Keywords: Graphical models; Decision Making; Probabilistic Programs

Abstract:
Recently, a compelling consensus has emerged on how to model decision making in nature.  Across a wide range of systems and scales — from individual cells through cell populations and networks, from complex organisms up through social groups and human societies — the mathematics of probability theory, statistical inference and machine learning, game theory and control theory provide a powerful unifying toolkit for understanding how decisions can be made effectively when data are sparse, noisy, and ambiguous, and when multiple agents are competing, cooperating, or interacting in more complex ways.  I will talk about how this toolkit has been used to model human decision making, but I will also talk about what it is missing: What besides the mathematics of rational inference and decision under uncertainty is needed to model distinctively human forms of thinking and acting?

I will argue that a key difference between human brains and simpler decision making systems — and arguably more complex systems as well, such as most groups of humans — is that human brains have access to powerful cognitive tools for modeling and simulating causal processes in the world, including the processes of decision-making inside other humans.  I will show how we can extend the consensus toolkit to capture decision-making with these rich causal models using the formal representations of *probabilistic programs*, which can be thought of as generalizations of probabilistic graphical models in which we use computer programs rather than graphs to describe causal processes.

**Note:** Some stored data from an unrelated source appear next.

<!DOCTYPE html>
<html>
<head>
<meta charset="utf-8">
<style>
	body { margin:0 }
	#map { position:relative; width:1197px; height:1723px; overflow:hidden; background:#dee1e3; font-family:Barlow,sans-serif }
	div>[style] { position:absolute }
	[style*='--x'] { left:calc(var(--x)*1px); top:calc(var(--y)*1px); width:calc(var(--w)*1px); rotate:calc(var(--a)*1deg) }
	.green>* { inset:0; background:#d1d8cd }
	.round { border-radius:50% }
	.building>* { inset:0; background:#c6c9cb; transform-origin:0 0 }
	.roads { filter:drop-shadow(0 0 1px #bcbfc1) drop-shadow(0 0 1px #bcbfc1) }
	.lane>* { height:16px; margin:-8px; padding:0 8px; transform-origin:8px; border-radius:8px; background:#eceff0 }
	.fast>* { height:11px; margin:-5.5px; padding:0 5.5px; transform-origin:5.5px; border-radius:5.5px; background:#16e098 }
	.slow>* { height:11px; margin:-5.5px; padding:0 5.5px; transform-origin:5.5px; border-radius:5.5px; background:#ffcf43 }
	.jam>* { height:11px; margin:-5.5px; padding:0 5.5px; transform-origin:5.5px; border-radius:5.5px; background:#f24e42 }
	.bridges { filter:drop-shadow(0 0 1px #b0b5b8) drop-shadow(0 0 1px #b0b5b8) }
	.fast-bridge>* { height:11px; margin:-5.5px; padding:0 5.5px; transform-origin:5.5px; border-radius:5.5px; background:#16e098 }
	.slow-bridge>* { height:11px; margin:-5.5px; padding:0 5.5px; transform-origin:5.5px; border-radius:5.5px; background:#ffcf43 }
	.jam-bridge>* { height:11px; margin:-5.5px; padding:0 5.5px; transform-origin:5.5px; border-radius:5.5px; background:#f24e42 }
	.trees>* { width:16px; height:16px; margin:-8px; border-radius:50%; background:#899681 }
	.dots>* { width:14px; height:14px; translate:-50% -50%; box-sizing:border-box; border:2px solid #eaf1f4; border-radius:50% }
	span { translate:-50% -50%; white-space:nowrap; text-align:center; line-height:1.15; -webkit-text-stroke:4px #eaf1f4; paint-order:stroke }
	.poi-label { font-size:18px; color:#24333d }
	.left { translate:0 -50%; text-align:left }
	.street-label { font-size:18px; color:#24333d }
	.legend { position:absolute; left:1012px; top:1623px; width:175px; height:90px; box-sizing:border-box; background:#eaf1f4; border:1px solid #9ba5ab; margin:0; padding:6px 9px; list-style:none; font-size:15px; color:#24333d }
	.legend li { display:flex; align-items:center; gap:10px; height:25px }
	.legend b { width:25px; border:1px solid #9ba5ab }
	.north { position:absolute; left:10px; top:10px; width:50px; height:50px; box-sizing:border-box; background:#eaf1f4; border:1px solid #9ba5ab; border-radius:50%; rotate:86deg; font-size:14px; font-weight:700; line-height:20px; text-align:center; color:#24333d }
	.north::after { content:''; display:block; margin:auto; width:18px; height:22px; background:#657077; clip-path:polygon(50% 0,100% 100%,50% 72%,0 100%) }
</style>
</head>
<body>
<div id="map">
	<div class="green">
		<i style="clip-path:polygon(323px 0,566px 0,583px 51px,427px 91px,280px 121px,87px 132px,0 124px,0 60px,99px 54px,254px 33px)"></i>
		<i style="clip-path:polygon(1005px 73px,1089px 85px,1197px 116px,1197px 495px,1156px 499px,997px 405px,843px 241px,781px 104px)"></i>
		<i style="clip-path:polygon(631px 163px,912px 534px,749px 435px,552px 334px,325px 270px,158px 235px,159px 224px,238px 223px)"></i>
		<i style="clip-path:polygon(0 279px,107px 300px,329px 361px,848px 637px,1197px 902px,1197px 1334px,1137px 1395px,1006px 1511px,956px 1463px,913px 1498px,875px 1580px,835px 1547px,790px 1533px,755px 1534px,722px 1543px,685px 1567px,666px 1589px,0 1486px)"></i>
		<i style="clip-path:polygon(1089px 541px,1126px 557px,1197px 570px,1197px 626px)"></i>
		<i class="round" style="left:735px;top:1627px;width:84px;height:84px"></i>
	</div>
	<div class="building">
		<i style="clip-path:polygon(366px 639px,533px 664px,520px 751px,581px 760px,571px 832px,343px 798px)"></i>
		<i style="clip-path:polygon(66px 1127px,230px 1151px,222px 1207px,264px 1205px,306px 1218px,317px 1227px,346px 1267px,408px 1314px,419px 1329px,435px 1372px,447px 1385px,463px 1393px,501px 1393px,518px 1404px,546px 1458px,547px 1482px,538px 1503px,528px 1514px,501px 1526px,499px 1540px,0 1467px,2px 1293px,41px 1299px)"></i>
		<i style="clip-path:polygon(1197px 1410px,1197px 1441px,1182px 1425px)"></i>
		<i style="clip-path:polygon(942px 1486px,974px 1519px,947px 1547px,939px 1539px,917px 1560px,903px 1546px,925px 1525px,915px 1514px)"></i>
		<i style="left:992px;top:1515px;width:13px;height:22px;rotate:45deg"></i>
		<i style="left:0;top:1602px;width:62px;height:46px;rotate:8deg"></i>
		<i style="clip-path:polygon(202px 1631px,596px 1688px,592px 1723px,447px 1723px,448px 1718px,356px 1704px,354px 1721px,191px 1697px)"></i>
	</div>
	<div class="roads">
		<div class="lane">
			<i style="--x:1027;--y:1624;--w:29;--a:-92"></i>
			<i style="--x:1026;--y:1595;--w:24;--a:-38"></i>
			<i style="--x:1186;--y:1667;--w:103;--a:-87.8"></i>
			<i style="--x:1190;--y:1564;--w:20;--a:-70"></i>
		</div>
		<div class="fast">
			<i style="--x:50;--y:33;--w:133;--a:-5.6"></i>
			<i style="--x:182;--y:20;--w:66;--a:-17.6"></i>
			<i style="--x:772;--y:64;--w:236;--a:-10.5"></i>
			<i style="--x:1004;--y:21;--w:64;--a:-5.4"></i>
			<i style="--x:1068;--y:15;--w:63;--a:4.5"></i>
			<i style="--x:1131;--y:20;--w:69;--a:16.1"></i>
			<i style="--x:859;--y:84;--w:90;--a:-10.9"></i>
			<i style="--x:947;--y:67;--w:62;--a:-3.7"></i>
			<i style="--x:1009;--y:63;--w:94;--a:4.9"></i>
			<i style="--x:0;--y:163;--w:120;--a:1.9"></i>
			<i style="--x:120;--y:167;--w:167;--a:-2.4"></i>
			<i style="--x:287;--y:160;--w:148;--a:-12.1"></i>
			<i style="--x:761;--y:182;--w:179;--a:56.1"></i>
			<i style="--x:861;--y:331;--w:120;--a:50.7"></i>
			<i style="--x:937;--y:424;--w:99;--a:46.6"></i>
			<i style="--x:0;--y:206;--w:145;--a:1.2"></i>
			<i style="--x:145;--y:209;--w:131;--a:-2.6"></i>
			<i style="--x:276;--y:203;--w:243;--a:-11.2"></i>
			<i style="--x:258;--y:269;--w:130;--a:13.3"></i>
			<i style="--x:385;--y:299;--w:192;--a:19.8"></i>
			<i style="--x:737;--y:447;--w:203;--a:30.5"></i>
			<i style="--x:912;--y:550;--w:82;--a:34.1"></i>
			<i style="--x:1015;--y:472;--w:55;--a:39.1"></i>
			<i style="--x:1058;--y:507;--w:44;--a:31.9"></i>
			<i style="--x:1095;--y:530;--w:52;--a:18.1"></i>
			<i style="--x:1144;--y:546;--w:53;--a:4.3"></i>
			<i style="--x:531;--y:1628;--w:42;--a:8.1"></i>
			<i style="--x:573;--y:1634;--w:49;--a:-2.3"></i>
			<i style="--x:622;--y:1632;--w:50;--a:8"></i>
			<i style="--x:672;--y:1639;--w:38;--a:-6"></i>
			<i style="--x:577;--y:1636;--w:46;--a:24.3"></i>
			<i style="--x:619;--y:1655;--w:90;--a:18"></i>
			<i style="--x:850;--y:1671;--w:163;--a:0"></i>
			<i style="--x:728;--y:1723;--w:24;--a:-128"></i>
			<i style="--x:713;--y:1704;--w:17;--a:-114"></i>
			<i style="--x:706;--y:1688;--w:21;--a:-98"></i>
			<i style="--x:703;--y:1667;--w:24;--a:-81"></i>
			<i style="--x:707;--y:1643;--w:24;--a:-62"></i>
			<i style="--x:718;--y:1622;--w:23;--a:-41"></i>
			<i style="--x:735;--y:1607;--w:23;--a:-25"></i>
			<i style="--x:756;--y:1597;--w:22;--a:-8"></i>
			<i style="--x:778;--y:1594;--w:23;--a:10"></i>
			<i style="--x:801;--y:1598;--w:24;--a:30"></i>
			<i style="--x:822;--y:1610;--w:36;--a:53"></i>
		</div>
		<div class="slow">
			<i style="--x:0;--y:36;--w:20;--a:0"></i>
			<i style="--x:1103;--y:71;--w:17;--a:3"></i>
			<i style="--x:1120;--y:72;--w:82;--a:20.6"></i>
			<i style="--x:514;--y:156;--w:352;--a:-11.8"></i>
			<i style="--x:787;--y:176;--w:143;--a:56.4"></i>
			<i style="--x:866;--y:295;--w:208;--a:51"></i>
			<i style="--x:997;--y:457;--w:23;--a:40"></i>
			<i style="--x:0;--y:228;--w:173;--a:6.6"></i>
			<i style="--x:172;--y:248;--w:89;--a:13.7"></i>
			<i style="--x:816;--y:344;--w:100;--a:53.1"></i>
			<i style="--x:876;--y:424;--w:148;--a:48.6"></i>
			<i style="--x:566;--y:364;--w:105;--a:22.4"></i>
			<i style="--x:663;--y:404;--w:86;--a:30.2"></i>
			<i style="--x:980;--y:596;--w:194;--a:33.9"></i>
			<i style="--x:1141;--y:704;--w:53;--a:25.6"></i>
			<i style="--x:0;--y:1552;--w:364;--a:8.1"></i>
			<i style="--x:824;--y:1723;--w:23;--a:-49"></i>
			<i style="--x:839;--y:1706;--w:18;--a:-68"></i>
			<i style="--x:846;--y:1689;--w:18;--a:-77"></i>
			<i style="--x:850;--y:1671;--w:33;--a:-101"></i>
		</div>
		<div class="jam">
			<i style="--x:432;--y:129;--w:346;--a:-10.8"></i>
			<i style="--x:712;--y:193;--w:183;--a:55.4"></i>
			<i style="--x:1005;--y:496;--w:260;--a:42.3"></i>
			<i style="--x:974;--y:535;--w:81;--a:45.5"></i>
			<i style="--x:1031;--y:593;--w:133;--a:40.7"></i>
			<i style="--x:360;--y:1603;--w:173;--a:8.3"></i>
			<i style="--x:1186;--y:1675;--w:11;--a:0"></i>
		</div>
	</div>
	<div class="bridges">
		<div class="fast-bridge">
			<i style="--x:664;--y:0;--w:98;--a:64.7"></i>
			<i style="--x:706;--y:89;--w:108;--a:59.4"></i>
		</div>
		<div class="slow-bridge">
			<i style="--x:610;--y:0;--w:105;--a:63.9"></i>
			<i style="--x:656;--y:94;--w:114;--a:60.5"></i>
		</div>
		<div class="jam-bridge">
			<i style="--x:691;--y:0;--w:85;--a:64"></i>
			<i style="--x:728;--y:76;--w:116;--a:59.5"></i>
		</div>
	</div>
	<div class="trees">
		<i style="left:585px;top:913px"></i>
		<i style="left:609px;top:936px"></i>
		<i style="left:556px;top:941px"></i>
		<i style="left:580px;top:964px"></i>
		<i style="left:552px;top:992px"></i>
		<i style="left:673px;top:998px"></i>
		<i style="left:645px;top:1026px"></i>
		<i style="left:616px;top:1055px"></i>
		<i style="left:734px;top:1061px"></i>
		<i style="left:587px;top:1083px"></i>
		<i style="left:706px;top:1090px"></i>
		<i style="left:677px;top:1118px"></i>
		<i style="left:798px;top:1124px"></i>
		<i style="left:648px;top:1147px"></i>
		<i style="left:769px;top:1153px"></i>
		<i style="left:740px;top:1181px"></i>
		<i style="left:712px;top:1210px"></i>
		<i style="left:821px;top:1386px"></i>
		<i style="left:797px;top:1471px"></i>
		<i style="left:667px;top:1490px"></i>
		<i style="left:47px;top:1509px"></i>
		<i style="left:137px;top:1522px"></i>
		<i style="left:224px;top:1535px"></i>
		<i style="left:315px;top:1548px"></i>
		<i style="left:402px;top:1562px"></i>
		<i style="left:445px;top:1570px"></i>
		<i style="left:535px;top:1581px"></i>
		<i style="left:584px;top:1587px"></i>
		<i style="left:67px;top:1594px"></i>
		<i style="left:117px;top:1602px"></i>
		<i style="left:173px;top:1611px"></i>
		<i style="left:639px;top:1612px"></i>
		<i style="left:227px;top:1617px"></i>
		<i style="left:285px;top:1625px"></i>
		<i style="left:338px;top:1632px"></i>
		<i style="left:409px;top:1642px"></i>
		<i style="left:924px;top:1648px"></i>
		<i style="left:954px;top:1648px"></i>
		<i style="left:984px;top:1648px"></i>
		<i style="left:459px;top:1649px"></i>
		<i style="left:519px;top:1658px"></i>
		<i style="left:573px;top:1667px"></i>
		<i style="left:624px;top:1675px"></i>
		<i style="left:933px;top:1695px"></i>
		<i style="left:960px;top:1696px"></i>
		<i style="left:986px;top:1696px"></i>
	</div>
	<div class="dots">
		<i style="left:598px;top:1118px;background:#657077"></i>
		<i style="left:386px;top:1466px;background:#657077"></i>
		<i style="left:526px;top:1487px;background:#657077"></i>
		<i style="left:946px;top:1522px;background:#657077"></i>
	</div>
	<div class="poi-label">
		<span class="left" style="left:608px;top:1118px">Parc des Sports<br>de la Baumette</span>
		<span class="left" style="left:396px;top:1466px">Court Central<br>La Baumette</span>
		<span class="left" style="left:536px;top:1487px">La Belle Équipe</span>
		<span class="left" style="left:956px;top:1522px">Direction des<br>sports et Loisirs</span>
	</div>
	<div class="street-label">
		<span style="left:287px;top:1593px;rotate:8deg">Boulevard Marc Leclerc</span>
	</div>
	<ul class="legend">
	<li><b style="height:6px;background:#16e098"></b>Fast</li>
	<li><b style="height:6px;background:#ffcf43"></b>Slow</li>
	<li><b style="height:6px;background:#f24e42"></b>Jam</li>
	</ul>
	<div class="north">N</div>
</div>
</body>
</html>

Instead of modeling joint distributions over a (possibly infinite) set of random variables as in traditional probabilistic models, probabilistic programs model distributions over the execution histories of programs, including programs that analyze, transform and write other programs.  Probabilistic programs have allowed us to build some of the first quantitatively predictive models of core areas of human common sense, including intuitive physics and intuitive psychology (or “theory of mind”).  I will show a few of these models and talk about how we test them empirically.  I will also briefly mention some foundational questions that have attracted the interest of mathematicians and theoretical computer scientists.